+++ EXERCISE DATA +++

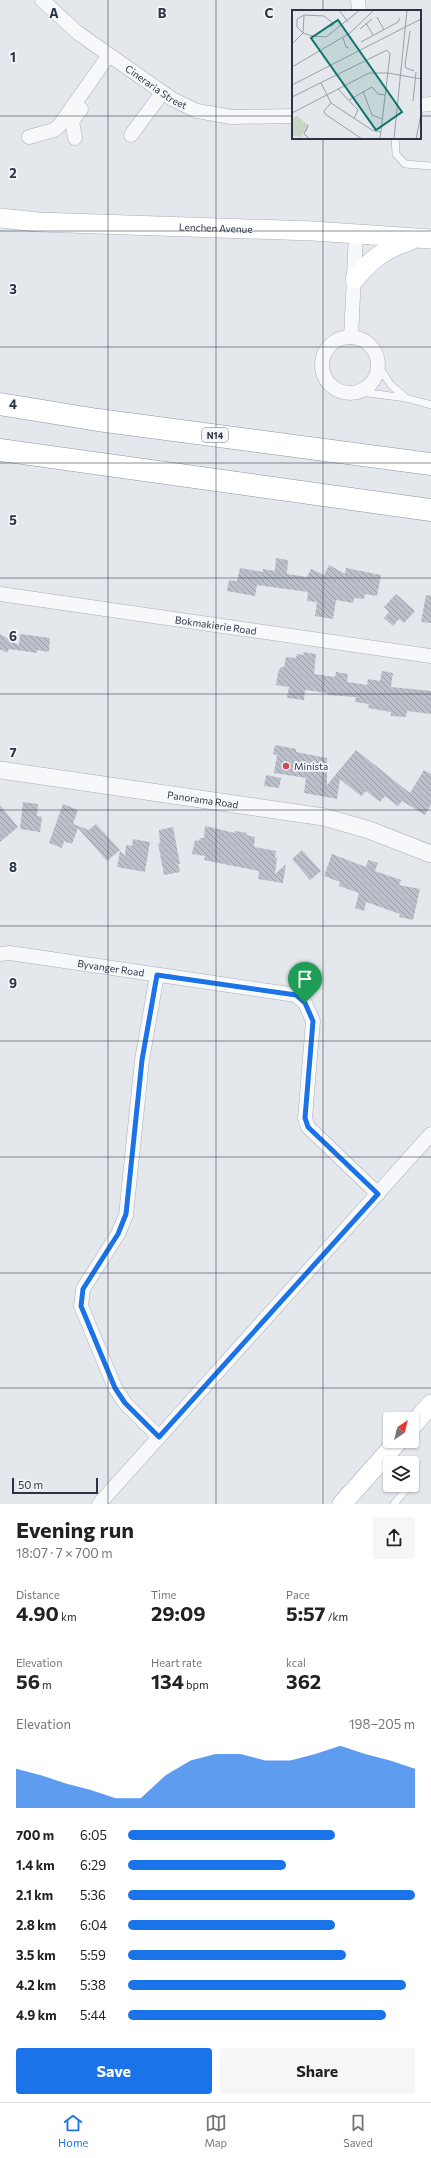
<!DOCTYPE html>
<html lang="en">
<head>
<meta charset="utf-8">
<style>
	body { margin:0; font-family:Commissioner,sans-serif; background:#f6f6f6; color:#222; height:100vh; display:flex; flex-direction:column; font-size:15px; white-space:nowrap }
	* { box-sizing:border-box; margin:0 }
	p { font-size:13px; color:#767676 }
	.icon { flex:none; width:22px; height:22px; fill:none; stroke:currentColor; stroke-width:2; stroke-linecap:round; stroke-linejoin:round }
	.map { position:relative; height:1504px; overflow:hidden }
	.drawer { display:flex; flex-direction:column; background:#fff; flex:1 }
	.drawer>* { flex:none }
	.needle { width:26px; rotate:35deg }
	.controls { position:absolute; left:383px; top:1412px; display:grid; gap:8px }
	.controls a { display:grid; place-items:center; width:36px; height:36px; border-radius:4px; background:#fff; box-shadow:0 1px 3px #0004; font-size:20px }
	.scale { position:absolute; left:12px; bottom:10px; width:86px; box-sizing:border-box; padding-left:4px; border:2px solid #2b3445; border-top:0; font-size:11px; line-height:14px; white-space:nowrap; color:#2b3445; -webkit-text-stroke:3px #f4f6f9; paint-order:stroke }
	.pin { position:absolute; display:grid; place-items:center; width:34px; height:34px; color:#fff; margin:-41px -17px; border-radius:50% 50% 50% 0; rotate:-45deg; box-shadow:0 0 4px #0007 }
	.pin .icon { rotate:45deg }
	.round { display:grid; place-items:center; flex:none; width:42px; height:42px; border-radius:4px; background:#f6f6f6 }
	.summary { display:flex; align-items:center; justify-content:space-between; height:68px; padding:0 16px }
	h1 { font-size:22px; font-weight:700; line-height:30px }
	.metrics { display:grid; grid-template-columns:repeat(3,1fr); gap:6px; height:68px; padding:4px 16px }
	.metrics div { display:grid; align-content:center }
	.metrics b { font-size:20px; font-weight:700 }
	.metrics small { font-size:11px; font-weight:400 }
	.metrics p { font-size:11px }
	.chart { height:112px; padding:8px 16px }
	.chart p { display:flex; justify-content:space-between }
	.chart svg { width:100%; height:72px; margin-top:4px; fill:#1a73e8; opacity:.7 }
	.action { display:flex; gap:8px; margin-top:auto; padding:8px 16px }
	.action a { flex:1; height:46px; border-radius:4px; background:#1a73e8; color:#fff; font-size:16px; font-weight:700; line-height:46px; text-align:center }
	.action a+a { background:#f6f6f6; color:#222 }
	ul { padding:0 16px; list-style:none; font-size:13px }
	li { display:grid; grid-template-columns:64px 48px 1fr; align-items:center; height:30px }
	li i { height:10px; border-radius:5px; background:#1a73e8 }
	.tabs { display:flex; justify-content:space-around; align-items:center; height:56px; border-top:1px solid #e0e0e0; background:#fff; font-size:11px; color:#767676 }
	.tabs a { display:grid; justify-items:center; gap:2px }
	.tabs .current { color:#1a73e8 }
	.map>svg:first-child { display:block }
	.building { fill:url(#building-back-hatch) }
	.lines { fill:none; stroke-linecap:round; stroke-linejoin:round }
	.service-casing { stroke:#a9aeb7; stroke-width:8 }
	.minor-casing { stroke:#a9aeb7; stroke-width:15 }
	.tertiary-casing { stroke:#a9aeb7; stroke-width:18 }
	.secondary-casing { stroke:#a9aeb7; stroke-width:20 }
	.motorway-casing { stroke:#8b94a3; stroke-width:23 }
	.service { stroke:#f7f8fa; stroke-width:7 }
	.minor { stroke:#f7f8fa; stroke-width:14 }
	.tertiary { stroke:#f7f8fa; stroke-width:17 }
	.secondary { stroke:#fff; stroke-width:19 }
	.motorway { stroke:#fff; stroke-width:22 }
	.route-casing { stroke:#fff; stroke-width:8 }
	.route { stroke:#1a73e8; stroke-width:5 }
	.grid { fill:none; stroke:#2b3445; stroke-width:1; stroke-opacity:0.55 }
	.poi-dot { fill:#d1495b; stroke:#f4f6f9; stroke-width:1.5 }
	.labels { text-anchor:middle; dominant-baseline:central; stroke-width:3.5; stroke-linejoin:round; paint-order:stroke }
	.shield { fill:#f4f6f9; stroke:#676e7b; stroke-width:1 }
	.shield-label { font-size:9px; font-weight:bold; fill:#2b3445 }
	.street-label { font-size:10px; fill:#2b3445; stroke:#f4f6f9 }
	.poi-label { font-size:10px; fill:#2b3445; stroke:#f4f6f9; text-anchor:start }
	.inset-road { fill:none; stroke:#9a9fa9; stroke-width:1 }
	.view { fill:#0f766e; fill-opacity:0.15; stroke:#0f766e; stroke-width:2 }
	.inset-edge { fill:none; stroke:#2b3445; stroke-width:2 }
	.grid-label { font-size:13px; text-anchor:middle; font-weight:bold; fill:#2b3445; stroke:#f4f6f9; stroke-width:3.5; stroke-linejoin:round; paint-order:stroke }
</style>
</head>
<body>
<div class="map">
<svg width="431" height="1504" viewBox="0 0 431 1504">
	<defs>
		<pattern id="building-back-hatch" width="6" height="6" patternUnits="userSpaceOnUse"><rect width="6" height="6" fill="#bbc0ca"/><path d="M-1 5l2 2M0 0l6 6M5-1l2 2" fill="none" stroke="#989da6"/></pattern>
	</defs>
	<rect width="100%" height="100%" fill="#e4e7ec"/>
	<g class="building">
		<path d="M276 558 288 560 287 574 307 577 311 569 324 575 329 565 345 574 346 568 381 575 377 596 365 594 364 599 354 598 353 603 336 600 333 619 315 616 317 602 307 601 308 592 257 585 255 596 227 591 229 580 237 581 240 568 263 572V569L275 571Z"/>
		<path d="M396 594 415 611 404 623 399 619 393 626 384 618 389 612 384 607Z"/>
		<path d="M426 595 431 596V623L421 622Z"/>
		<path d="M0 634 19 645 20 634 50 638 49 652 37 650V653L9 649 7 653 0 649Z"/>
		<path d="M303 652 316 654 314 674 335 677 336 672 348 674 347 682 367 685 368 679 380 681 382 671 393 673 391 687 431 691V714L407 711 406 717 391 716V712L368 708 369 704 355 702 356 697 327 695 328 693 305 690 304 700 287 698 289 687 276 685 278 672 281 667H284L286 657 296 658 297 654 304 655Z"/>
		<path d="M275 745 296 749V752L327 758V785L356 750 410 793 424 770 431 774V804L425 815 402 801 398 806 385 796 380 802 366 791 361 796 340 779 337 799 304 793 306 778 274 773 277 755 273 754Z"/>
		<path d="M266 775 281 778 279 788 264 786Z"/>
		<path d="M23 802 38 804 37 816 42 817 40 832 20 829Z"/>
		<path d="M63 804 78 810 73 824 89 830 96 824 120 850 107 861 78 828 72 844 64 841 62 848 49 843Z"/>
		<path d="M0 805 18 827 0 842Z"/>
		<path d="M205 826 235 833V831L247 833 246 835 255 837 254 847 276 851 275 858H277L275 874 286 864 283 883 258 879 259 871 204 860 205 856 192 854 195 840 199 841 200 838H204Z"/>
		<path d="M173 827 180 864H178L180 872 164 875 158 843 160 844 159 830Z"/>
		<path d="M133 839 150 842 145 872 117 867 120 851 125 856 126 845 132 846Z"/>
		<path d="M302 850 321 871 310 880 292 859Z"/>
		<path d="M332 854 366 867 368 860 378 863 375 871 401 880 399 885 420 889 413 920 399 917 400 914 366 902 364 911 355 908 359 893 339 886 340 882 324 876Z"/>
	</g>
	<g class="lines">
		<defs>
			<g id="service">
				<path d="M395 138 396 154 405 164 431 166"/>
				<path d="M378 366 391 385 406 398"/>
				<path d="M361 392 406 398 431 405"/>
				<path d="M394 1504 409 1486"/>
			</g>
			<g id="minor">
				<path id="s1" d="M42 0 78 33 172 99 197 111 232 117 293 116"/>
				<path d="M358 0 359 11"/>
				<path d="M420 105 431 104"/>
				<path d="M131 135 162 93"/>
				<path d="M29 137 54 130 59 126 109 55"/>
				<path d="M75 138 72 121 81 109"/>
				<circle cx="350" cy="365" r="28"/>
				<path d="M351 337 356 234"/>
				<path id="s2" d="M0 594 431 656"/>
				<path id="s3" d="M0 954 10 953 296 995 305 1003 313 1021 305 1118 308 1127 378 1194"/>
				<path d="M157 975 142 1060 126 1215 118 1234 83 1289 81 1306 115 1388 125 1403 159 1437"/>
				<path d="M99 1504 431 1134"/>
			</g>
			<g id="tertiary">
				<path id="s4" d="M0 770 324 817 369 830 431 854"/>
			</g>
			<g id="secondary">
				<path id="s5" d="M0 218 38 222 313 231 431 239"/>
				<path d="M355 279C371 259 386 248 410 241"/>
				<path d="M412 1426 431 1404"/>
				<path d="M342 1504 398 1441"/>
			</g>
			<g id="motorway">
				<path d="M0 404 98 420 431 464"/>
				<path d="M0 450 431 510"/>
			</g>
		</defs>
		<use href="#service" class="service-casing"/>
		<use href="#minor" class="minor-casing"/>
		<use href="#tertiary" class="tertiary-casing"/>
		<use href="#secondary" class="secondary-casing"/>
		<use href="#motorway" class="motorway-casing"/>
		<use href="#service" class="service"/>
		<use href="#minor" class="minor"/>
		<use href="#tertiary" class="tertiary"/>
		<use href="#secondary" class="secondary"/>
		<use href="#motorway" class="motorway"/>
	</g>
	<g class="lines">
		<defs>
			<path id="route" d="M157 975 296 995 305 1003 313 1021 305 1118 308 1127 378 1194 159 1437 125 1403 115 1388 81 1306 83 1289 118 1234 126 1214 142 1060Z"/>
		</defs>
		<use href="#route" class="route-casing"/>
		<use href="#route" class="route"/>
	</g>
	<path class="grid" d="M108 0V1504M216 0V1504M323 0V11M0 116H293M420 116H431M323 138V1504M0 231H431M0 347H431M0 463H431M0 578H431M0 694H431M0 810H431M0 926H431M0 1041H431M0 1157H431M0 1273H431M0 1388H431"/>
	<circle class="poi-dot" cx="286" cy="766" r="4"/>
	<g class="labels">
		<rect class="shield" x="202" y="428" width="26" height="14" rx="3"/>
		<g class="shield-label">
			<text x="215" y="435">N14</text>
		</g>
		<g class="street-label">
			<text stroke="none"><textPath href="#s1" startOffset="144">Cineraria Street</textPath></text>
			<text stroke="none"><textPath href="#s5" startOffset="216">Lenchen Avenue</textPath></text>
			<text stroke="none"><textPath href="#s2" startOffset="218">Bokmakierie Road</textPath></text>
			<text stroke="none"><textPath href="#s4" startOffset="205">Panorama Road</textPath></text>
			<text stroke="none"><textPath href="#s3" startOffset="112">Byvanger Road</textPath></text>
		</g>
		<g class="poi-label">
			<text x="294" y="766">Minista</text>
		</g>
	</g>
	<g transform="translate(292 10)">
		<rect width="129" height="129" fill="#e4e7ec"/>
		<path d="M5 106 15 114 10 127 0 126V109Z" fill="#c9d6c5"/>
		<path class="inset-road" d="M47 0 56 12M85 7 92 20M74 13 81 25M38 17 42 14 32 6 12 5 5 9V17L11 23 20 26 34 27 68 0M68 19 80 9M118 21 113 55 114 58 122 61M51 28 54 37 57 38M69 32 106 12 108 8M0 34 11 23 12 5M0 57 58 23 82 0M29 73 39 93 80 120 89 122M0 75 129 9M46 79 66 100 62 108M71 81 80 105 90 109M0 87 95 40 98 44 88 129M57 90 80 77 86 84 93 85M121 91 124 62M39 93 32 101 33 104 70 129M0 103 77 63H96L129 69M14 121 16 115 12 124 18 129M102 129 115 0M124 129 129 104"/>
		<path class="view" d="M46 10 110 102 84 120 19 28Z"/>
		<rect width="129" height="129" class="inset-edge"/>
	</g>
	<g class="grid-label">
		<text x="54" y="18">A</text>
		<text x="162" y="18">B</text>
		<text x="269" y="18">C</text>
		<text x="13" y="62">1</text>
		<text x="13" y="178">2</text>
		<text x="13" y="294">3</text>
		<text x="13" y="409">4</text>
		<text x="13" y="525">5</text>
		<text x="13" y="641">6</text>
		<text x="13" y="757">7</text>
		<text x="13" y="872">8</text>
		<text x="13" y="988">9</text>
	</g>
</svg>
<div class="controls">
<a><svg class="needle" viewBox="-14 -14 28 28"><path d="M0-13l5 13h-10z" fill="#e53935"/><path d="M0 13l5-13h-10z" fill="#767676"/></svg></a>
<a><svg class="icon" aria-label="layers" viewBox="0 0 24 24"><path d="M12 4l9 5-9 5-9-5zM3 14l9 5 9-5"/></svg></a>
</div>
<div class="scale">50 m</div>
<div class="pin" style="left:305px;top:1003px;background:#1e9e55"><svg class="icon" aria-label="arrive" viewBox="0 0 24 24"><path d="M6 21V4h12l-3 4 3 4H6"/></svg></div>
</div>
<section class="drawer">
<div class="summary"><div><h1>Evening run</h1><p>18:07 · 7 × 700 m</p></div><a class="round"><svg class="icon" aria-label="share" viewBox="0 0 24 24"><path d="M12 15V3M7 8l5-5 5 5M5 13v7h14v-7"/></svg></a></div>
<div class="metrics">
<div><p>Distance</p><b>4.90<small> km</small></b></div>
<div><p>Time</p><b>29:09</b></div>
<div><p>Pace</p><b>5:57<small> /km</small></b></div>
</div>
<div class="metrics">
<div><p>Elevation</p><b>56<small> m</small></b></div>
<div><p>Heart rate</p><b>134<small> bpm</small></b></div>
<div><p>kcal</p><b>362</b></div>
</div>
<div class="chart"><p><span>Elevation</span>198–205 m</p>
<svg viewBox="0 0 160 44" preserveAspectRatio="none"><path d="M0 44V20L10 24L20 29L30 33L40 38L50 38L60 24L70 15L80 11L90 11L100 15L110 15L120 11L130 6L140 11L150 15L160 20V44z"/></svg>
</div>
<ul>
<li><b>700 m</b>6:05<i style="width:72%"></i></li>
<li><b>1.4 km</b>6:29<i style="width:55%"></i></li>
<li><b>2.1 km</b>5:36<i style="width:100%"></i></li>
<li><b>2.8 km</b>6:04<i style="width:72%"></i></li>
<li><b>3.5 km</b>5:59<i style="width:76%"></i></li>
<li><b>4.2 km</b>5:38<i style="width:97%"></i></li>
<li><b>4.9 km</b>5:44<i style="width:90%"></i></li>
</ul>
<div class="action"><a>Save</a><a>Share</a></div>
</section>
<nav class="tabs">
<a class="current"><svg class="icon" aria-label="home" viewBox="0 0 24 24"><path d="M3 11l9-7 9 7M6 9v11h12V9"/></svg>Home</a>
<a><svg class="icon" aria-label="map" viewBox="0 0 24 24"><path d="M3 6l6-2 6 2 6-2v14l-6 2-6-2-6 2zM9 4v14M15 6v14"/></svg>Map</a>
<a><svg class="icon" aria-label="saved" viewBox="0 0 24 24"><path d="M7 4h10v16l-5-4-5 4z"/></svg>Saved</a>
</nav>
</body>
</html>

+++

• PROBLEM TO SOLVE
Display each line of the data where "linecap" occurs.

• YOUR RESPONSE
	.icon { flex:none; width:22px; height:22px; fill:none; stroke:currentColor; stroke-width:2; stroke-linecap:round; stroke-linejoin:round }
	.lines { fill:none; stroke-linecap:round; stroke-linejoin:round }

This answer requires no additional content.